> [Task requirements] Below are the records; give again exactly the line with "display:flex; align-items:center; gap:12px;", the line with "position:absolute; left:1468px; top:18px;", and each line that lies between them, and nothing besides.

*** Opening of Data under study ***

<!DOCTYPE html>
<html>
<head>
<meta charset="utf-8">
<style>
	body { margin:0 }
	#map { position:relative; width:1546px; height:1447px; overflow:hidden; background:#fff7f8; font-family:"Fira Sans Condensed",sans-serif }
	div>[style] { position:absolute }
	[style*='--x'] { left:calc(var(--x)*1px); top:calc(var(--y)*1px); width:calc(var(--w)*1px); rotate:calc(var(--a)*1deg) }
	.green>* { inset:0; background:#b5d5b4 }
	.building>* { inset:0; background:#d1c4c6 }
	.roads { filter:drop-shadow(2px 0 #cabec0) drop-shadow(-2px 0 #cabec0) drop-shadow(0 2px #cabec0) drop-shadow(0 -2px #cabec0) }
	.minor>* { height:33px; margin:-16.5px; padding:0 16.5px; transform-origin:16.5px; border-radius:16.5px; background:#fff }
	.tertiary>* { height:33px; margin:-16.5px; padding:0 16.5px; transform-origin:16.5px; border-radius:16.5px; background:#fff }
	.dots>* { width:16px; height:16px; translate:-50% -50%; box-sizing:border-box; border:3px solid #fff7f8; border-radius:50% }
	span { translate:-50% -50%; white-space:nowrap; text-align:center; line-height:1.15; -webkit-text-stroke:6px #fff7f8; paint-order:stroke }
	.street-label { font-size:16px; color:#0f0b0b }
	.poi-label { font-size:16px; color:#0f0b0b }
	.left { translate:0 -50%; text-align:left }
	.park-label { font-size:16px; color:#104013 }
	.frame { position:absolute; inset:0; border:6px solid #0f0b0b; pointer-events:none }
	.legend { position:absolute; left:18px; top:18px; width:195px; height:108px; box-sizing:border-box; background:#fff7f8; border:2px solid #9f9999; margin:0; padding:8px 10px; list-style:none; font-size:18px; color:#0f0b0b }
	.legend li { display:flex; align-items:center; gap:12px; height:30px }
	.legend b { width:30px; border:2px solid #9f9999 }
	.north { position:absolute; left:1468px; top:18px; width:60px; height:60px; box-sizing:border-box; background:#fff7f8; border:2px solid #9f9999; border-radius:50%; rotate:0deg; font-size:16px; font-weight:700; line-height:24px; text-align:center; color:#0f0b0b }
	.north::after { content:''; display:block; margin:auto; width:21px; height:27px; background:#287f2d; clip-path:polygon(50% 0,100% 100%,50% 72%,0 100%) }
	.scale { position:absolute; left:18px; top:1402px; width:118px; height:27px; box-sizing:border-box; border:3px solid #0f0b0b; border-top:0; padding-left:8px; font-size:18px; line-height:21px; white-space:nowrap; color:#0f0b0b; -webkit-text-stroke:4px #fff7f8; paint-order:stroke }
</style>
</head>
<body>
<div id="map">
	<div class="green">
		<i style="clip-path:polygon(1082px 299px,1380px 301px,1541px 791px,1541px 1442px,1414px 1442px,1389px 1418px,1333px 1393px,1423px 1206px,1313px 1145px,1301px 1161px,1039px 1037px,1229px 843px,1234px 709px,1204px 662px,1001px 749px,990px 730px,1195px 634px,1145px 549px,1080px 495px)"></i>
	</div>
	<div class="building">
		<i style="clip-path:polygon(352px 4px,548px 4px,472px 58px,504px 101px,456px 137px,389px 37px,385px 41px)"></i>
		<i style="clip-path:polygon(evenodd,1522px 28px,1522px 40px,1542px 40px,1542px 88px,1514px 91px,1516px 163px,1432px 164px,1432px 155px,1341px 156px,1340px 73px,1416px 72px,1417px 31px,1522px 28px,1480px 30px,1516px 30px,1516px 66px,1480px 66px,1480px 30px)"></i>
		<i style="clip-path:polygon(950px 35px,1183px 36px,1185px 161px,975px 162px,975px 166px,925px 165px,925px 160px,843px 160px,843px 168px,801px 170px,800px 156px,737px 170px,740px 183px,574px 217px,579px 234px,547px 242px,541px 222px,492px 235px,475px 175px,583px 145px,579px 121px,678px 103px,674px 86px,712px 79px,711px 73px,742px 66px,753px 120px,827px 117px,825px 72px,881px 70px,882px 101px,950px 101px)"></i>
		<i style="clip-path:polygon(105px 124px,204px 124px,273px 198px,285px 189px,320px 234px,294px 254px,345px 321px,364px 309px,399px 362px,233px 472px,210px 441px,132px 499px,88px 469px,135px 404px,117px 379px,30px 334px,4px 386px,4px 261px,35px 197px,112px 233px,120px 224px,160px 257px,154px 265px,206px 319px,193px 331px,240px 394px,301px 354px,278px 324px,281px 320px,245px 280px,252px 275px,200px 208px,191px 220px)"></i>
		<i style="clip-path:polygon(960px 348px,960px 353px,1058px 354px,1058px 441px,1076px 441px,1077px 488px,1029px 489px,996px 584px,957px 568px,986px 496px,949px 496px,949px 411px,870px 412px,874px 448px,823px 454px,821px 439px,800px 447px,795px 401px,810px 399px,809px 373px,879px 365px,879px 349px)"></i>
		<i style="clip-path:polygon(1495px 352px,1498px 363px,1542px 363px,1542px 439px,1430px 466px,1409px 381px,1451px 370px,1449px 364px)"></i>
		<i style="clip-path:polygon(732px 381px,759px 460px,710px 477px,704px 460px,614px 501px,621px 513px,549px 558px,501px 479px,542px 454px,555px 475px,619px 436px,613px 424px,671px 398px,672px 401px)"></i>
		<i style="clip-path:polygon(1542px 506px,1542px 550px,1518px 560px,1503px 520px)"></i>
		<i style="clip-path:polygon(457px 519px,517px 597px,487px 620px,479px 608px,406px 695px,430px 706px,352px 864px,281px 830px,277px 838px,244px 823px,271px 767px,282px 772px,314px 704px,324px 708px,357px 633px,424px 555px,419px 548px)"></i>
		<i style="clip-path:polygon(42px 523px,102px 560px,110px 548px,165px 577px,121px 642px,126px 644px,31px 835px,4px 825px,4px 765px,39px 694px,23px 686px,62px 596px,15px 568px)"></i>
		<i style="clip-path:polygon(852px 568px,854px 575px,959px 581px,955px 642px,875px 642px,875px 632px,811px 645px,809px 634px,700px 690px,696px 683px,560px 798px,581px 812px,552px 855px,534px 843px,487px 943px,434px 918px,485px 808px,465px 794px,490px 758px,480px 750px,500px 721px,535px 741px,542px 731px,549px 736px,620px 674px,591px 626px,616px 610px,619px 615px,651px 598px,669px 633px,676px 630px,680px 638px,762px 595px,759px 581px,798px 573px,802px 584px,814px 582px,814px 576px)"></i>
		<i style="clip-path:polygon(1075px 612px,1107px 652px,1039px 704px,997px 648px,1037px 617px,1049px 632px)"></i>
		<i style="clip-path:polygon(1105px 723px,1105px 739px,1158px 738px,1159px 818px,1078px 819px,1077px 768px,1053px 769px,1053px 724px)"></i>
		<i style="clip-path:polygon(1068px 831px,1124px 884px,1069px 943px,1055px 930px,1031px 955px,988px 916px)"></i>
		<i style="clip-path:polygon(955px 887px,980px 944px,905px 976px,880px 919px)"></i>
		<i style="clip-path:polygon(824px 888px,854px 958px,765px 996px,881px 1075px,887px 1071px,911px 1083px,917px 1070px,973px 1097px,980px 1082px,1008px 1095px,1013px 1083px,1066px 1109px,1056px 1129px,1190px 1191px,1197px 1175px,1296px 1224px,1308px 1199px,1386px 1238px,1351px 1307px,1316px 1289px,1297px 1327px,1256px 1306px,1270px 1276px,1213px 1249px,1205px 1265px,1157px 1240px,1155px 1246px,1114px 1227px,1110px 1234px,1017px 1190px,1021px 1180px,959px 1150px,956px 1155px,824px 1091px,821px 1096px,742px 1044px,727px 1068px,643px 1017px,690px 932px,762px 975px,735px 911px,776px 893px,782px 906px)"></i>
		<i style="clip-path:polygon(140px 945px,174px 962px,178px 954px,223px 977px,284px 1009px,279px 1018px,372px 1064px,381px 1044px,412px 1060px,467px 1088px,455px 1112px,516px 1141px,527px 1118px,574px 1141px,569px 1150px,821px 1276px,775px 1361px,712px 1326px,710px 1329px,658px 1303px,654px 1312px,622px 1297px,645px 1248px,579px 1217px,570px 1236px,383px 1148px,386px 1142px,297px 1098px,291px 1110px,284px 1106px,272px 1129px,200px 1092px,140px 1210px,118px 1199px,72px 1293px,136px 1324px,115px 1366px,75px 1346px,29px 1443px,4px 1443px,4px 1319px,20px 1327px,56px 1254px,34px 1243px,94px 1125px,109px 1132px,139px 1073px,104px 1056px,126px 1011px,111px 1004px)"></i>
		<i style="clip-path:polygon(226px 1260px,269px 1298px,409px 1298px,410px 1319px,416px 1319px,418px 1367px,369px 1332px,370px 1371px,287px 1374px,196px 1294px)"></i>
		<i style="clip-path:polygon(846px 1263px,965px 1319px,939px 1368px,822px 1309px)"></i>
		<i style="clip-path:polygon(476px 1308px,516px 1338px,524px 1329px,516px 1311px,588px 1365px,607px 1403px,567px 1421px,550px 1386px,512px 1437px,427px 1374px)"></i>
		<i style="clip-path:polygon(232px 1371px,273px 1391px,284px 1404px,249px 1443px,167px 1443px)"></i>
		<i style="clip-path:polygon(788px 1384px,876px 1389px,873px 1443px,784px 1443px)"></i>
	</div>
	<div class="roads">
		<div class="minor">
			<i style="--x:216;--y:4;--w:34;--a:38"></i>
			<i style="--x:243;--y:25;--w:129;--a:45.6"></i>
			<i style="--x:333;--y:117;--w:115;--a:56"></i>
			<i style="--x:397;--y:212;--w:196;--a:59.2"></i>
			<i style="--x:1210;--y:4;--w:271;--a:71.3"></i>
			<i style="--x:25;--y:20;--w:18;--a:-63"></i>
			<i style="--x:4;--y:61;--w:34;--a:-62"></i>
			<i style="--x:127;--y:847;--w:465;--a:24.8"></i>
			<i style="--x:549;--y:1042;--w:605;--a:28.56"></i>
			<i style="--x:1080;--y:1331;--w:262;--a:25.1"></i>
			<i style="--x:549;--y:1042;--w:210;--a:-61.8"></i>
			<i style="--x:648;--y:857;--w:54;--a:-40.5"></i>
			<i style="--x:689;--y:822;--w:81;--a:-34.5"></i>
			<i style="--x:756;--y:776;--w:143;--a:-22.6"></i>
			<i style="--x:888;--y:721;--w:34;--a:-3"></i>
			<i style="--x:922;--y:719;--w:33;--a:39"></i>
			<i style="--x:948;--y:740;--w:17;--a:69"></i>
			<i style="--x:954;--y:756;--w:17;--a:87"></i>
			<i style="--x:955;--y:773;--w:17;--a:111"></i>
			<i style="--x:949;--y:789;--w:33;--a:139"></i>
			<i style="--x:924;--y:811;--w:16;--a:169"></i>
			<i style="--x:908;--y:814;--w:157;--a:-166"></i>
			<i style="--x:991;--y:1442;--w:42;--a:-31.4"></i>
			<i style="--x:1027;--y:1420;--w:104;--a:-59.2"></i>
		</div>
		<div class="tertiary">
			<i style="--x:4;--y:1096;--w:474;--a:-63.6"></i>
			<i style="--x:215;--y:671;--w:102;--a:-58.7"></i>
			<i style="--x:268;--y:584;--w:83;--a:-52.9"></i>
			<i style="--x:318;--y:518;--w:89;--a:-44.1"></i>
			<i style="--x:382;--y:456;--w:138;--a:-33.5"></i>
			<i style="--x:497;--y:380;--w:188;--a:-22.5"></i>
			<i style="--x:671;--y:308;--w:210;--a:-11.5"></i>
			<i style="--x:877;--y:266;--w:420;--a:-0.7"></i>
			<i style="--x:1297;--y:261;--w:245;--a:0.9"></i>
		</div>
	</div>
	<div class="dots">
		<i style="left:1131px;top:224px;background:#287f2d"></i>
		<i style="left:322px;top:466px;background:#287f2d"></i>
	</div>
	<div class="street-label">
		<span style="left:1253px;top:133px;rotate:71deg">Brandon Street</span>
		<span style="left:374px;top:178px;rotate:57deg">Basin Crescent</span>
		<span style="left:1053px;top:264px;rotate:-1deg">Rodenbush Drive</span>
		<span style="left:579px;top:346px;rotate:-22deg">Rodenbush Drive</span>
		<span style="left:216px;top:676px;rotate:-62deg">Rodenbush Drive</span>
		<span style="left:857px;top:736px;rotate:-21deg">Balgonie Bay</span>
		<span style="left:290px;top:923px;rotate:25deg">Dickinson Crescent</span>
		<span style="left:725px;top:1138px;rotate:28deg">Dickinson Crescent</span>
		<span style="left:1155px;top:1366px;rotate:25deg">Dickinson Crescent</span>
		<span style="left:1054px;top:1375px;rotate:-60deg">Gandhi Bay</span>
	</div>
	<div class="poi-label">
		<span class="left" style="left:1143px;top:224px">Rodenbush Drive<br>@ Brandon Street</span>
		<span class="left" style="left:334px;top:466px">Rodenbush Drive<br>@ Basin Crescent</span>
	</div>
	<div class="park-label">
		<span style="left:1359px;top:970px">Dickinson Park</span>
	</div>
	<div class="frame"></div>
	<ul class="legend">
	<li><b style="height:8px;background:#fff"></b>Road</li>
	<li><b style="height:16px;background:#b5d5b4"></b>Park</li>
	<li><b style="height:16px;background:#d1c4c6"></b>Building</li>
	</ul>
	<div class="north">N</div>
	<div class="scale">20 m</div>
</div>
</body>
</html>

*** Close of Data under study ***

> [Answer to this exercise]
	.legend li { display:flex; align-items:center; gap:12px; height:30px }
	.legend b { width:30px; border:2px solid #9f9999 }
	.north { position:absolute; left:1468px; top:18px; width:60px; height:60px; box-sizing:border-box; background:#fff7f8; border:2px solid #9f9999; border-radius:50%; rotate:0deg; font-size:16px; font-weight:700; line-height:24px; text-align:center; color:#0f0b0b }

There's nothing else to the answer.